Market News
Naira loses 0.5% despite 13-year high external reserves of $50.45bn - BUSINESSDAY
The naira weakened across segments of the foreign exchange market on Tuesday, even as Nigeria’s external reserves climbed to a 13-year high of $50.45 billion, underscoring the currency’s continued fragility despite stronger external buffers.
The Central Bank of Nigeria (CBN) said gross external reserves rose to $50.45 billion, bolstering confidence in the country’s foreign exchange position and signalling improved liquidity conditions.
Olayemi Cardoso, Governor of the CBN, disclosed this at the end of the 304th Monetary Policy Committee (MPC) meeting in Abuja. He said the current reserve level is sufficient to provide about 9.68 months of import cover, offering a stronger cushion against external shocks.
Cardoso attributed the increase to higher export earnings and improved remittance inflows, which have supported foreign exchange liquidity and strengthened investor confidence. He added that the CBN would release a detailed breakdown of the reserves in the coming days.
“I believe that as long as we are able to continue in this manner, you will see regular accretion to our reserves,” Cardoso said. “Today it is the highest in 13 years. Next time, we hope to say it is the highest in 15 years.”
At the end of December 2025, the apex bank projected that external reserves would rise to $51.04 billion in 2026, based on easing foreign exchange pressures, stronger oil receipts, and sustained inflows from remittances and foreign portfolio investments. The latest figure suggests progress towards that target.
Despite the positive reserves data, the naira depreciated at the official market. CBN data showed the currency weakened by N6.13 to close at N1,355.37 per dollar on Tuesday, representing a 0.5 per cent decline from N1,349.24 recorded on Monday at the Nigerian Foreign Exchange Market (NFEM) window.
In the parallel market, the naira also weakened, closing at N1,400 per dollar compared with N1,358 the previous day — a N42 decline, equivalent to about 3 per cent depreciation.
The exchange rate gap between the official and parallel markets widened, reflecting renewed pressure on the local currency.
The naira has now weakened for five consecutive trading sessions. Market reports attributed the trend partly to the CBN’s cautious moderation of the currency’s recent rally at the official market.
Traders said the apex bank absorbed about $190 million from the market last week, a move interpreted as an effort to manage liquidity and prevent excessive volatility.

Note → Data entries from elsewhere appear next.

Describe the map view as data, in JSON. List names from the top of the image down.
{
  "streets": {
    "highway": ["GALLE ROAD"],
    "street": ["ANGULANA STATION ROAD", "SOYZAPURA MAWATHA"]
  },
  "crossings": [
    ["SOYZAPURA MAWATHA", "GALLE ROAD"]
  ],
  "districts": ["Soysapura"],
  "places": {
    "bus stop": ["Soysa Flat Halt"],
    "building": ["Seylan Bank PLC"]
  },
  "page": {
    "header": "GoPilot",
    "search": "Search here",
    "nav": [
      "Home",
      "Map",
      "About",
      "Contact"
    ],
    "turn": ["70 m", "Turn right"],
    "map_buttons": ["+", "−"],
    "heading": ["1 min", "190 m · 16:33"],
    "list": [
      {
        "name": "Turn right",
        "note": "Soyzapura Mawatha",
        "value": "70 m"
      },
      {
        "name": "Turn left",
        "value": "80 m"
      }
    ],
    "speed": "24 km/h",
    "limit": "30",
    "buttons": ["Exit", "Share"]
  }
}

Analysts warned that a sustained rally in the naira could prompt foreign portfolio investors in the fixed-income market to take profits, sell investment securities, and repatriate funds, thereby increasing demand for the US dollar.

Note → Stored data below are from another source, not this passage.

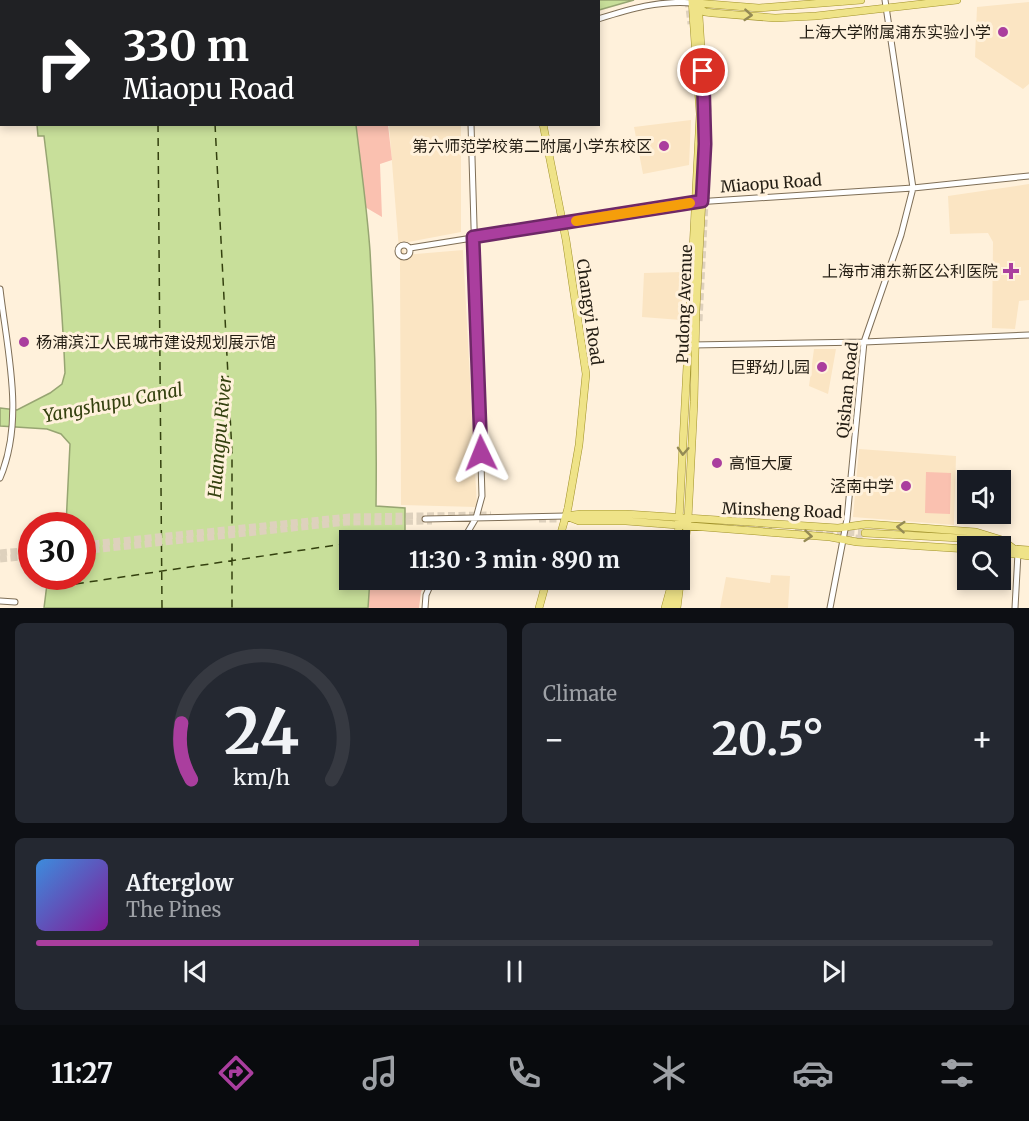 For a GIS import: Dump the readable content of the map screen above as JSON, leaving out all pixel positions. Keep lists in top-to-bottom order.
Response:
{
  "streets": {
    "main road": ["Pudong Avenue", "Changyi Road", "Minsheng Road"],
    "street": ["Miaopu Road", "Qishan Road"]
  },
  "crossings": [
    ["Miaopu Road", "Pudong Avenue"],
    ["Miaopu Road", "Changyi Road"],
    ["Miaopu Road", "Qishan Road"],
    ["Pudong Avenue", "Minsheng Road"],
    ["Changyi Road", "Minsheng Road"],
    ["Qishan Road", "Minsheng Road"]
  ],
  "water": ["Yangshupu Canal", "Huangpu River"],
  "places": {
    "other": [
      "上海大学附属浦东实验小学",
      "第六师范学校第二附属小学东校区",
      "杨浦滨江人民城市建设规划展示馆",
      "巨野幼儿园",
      "高恒大厦",
      "泾南中学"
    ],
    "health": ["上海市浦东新区公利医院"]
  },
  "page": {
    "turn": ["330 m", "Miaopu Road"],
    "limit": "30",
    "trip": "11:30 · 3 min · 890 m",
    "tile": "Climate",
    "heat": ["−", "20.5°", "+"],
    "song": ["Afterglow", "The Pines"],
    "tabs": "11:27",
    "gauge": ["24", "km/h"]
  }
} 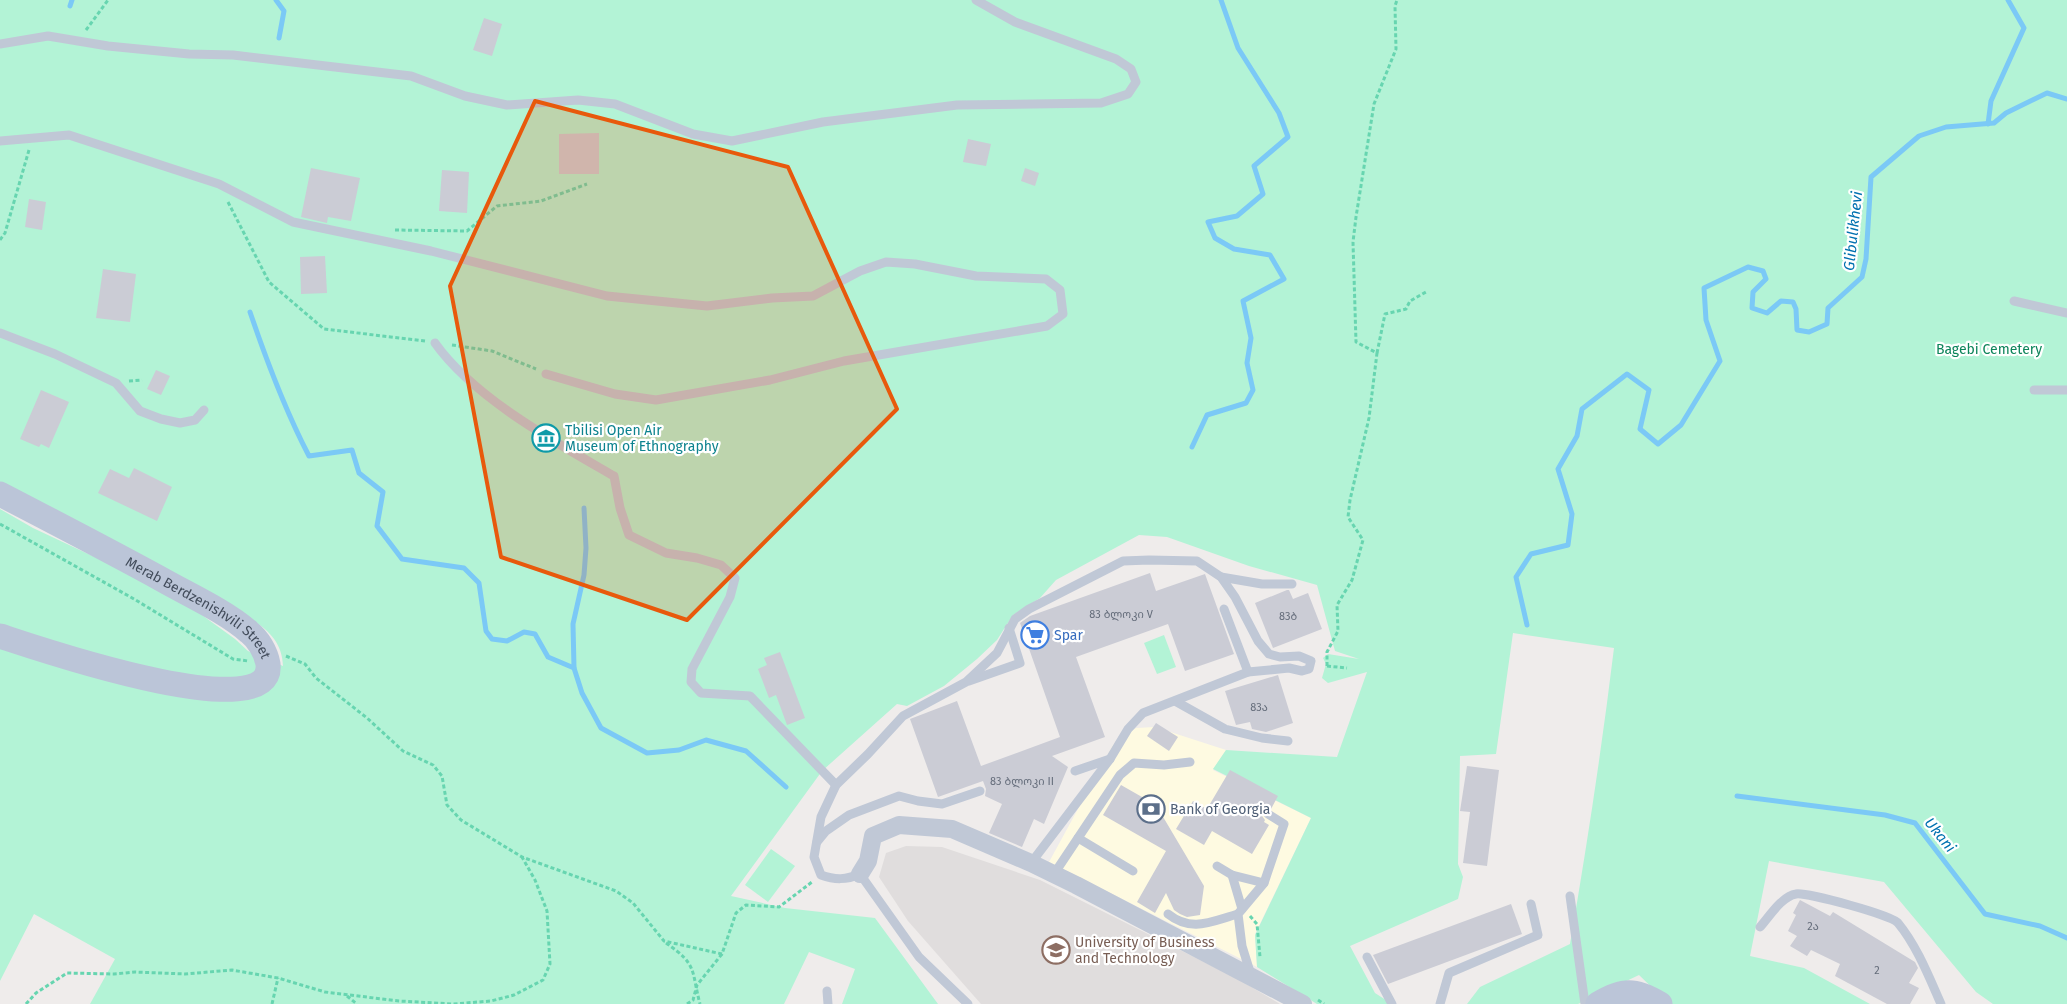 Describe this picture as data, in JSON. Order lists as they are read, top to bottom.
{
  "streets": {
    "street": ["Merab Berdzenishvili Street"]
  },
  "water": ["Glibulikhevi", "Ukani"],
  "parks": ["Bagebi Cemetery"],
  "places": {
    "museum": ["Tbilisi Open Air Museum of Ethnography"],
    "supermarket": ["Spar"],
    "bank": ["Bank of Georgia"],
    "school or university": ["University of Business and Technology"]
  },
  "house_numbers": [
    "83 ბლოკი V",
    "83ბ",
    "83ა",
    "83 ბლოკი II",
    "2ა",
    "2"
  ]
}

Meanwhile, Bureau De Change (BDC) operators are yet to commence dollar purchases from deposit money banks, despite the CBN’s directive reopening the Nigerian Foreign Exchange Market window to retail BDCs two weeks ago.
A bank treasurer familiar with the process said implementation had not fully commenced.
“The news about funds being sold to BDCs has not gone operational yet. Transactions are based on requests and compliance with CBN-approved BDC requirements. We process requests strictly based on regulatory compliance,” the treasurer said.
The latest currency movement highlights the delicate balance between building external reserves and maintaining exchange rate stability, as policymakers seek to consolidate recent gains in foreign exchange liquidity while guarding against renewed volatility.